▸ **What you will do**
Please return each record exactly, leaving nothing out.

▸ **Data for review**
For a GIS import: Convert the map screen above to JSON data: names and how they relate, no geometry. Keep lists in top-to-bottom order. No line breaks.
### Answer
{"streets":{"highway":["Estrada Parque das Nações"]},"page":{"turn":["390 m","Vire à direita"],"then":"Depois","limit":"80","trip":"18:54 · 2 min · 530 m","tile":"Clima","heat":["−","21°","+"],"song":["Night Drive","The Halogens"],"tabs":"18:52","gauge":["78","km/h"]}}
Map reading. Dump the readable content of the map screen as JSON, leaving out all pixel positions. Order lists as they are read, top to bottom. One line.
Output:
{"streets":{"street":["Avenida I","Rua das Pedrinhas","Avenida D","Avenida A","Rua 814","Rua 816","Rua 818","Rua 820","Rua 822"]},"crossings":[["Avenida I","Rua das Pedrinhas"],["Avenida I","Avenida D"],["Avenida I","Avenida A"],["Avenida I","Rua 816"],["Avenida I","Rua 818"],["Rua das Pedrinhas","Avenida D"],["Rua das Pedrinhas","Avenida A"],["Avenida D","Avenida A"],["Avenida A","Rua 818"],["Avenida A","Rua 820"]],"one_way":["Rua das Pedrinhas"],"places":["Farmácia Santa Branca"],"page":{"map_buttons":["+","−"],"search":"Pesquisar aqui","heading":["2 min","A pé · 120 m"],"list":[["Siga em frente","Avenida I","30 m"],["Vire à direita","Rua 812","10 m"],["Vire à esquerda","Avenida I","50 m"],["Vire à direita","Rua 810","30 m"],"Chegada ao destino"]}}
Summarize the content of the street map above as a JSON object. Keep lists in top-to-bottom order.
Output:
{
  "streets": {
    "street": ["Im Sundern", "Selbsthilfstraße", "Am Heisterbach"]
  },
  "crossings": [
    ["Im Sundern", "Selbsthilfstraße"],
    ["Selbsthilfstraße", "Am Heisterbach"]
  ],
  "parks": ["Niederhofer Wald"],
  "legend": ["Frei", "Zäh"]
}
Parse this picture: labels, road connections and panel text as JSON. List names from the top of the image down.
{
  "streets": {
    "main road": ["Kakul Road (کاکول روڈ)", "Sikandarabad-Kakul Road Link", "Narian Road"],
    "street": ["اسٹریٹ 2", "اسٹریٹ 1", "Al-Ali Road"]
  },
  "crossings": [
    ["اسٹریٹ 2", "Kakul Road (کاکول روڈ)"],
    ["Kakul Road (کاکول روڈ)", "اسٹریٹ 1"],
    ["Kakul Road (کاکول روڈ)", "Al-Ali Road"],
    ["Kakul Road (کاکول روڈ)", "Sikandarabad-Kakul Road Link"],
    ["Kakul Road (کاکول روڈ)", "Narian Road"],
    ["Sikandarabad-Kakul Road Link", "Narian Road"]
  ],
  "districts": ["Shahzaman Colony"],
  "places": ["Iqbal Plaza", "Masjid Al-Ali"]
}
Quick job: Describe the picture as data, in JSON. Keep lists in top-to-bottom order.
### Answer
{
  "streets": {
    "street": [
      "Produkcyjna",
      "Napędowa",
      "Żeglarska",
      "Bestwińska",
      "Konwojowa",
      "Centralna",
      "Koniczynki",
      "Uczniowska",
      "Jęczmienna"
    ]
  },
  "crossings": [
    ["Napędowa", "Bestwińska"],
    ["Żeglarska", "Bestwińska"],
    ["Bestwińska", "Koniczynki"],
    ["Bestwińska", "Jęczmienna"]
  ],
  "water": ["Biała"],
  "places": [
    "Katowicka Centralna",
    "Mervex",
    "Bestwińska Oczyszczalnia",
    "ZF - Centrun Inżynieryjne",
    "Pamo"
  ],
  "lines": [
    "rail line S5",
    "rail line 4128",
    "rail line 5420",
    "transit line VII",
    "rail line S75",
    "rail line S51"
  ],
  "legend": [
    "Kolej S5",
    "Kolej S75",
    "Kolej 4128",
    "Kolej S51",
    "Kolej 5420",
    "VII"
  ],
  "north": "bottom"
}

▸ **The answer**
For a GIS import: Convert the map screen above to JSON data: names and how they relate, no geometry. Keep lists in top-to-bottom order. No line breaks.
### Answer
{"streets":{"highway":["Estrada Parque das Nações"]},"page":{"turn":["390 m","Vire à direita"],"then":"Depois","limit":"80","trip":"18:54 · 2 min · 530 m","tile":"Clima","heat":["−","21°","+"],"song":["Night Drive","The Halogens"],"tabs":"18:52","gauge":["78","km/h"]}}
Map reading. Dump the readable content of the map screen as JSON, leaving out all pixel positions. Order lists as they are read, top to bottom. One line.
Output:
{"streets":{"street":["Avenida I","Rua das Pedrinhas","Avenida D","Avenida A","Rua 814","Rua 816","Rua 818","Rua 820","Rua 822"]},"crossings":[["Avenida I","Rua das Pedrinhas"],["Avenida I","Avenida D"],["Avenida I","Avenida A"],["Avenida I","Rua 816"],["Avenida I","Rua 818"],["Rua das Pedrinhas","Avenida D"],["Rua das Pedrinhas","Avenida A"],["Avenida D","Avenida A"],["Avenida A","Rua 818"],["Avenida A","Rua 820"]],"one_way":["Rua das Pedrinhas"],"places":["Farmácia Santa Branca"],"page":{"map_buttons":["+","−"],"search":"Pesquisar aqui","heading":["2 min","A pé · 120 m"],"list":[["Siga em frente","Avenida I","30 m"],["Vire à direita","Rua 812","10 m"],["Vire à esquerda","Avenida I","50 m"],["Vire à direita","Rua 810","30 m"],"Chegada ao destino"]}}
Summarize the content of the street map above as a JSON object. Keep lists in top-to-bottom order.
Output:
{
  "streets": {
    "street": ["Im Sundern", "Selbsthilfstraße", "Am Heisterbach"]
  },
  "crossings": [
    ["Im Sundern", "Selbsthilfstraße"],
    ["Selbsthilfstraße", "Am Heisterbach"]
  ],
  "parks": ["Niederhofer Wald"],
  "legend": ["Frei", "Zäh"]
}
Parse this picture: labels, road connections and panel text as JSON. List names from the top of the image down.
{
  "streets": {
    "main road": ["Kakul Road (کاکول روڈ)", "Sikandarabad-Kakul Road Link", "Narian Road"],
    "street": ["اسٹریٹ 2", "اسٹریٹ 1", "Al-Ali Road"]
  },
  "crossings": [
    ["اسٹریٹ 2", "Kakul Road (کاکول روڈ)"],
    ["Kakul Road (کاکول روڈ)", "اسٹریٹ 1"],
    ["Kakul Road (کاکول روڈ)", "Al-Ali Road"],
    ["Kakul Road (کاکول روڈ)", "Sikandarabad-Kakul Road Link"],
    ["Kakul Road (کاکول روڈ)", "Narian Road"],
    ["Sikandarabad-Kakul Road Link", "Narian Road"]
  ],
  "districts": ["Shahzaman Colony"],
  "places": ["Iqbal Plaza", "Masjid Al-Ali"]
}
Quick job: Describe the picture as data, in JSON. Keep lists in top-to-bottom order.
### Answer
{
  "streets": {
    "street": [
      "Produkcyjna",
      "Napędowa",
      "Żeglarska",
      "Bestwińska",
      "Konwojowa",
      "Centralna",
      "Koniczynki",
      "Uczniowska",
      "Jęczmienna"
    ]
  },
  "crossings": [
    ["Napędowa", "Bestwińska"],
    ["Żeglarska", "Bestwińska"],
    ["Bestwińska", "Koniczynki"],
    ["Bestwińska", "Jęczmienna"]
  ],
  "water": ["Biała"],
  "places": [
    "Katowicka Centralna",
    "Mervex",
    "Bestwińska Oczyszczalnia",
    "ZF - Centrun Inżynieryjne",
    "Pamo"
  ],
  "lines": [
    "rail line S5",
    "rail line 4128",
    "rail line 5420",
    "transit line VII",
    "rail line S75",
    "rail line S51"
  ],
  "legend": [
    "Kolej S5",
    "Kolej S75",
    "Kolej 4128",
    "Kolej S51",
    "Kolej 5420",
    "VII"
  ],
  "north": "bottom"
}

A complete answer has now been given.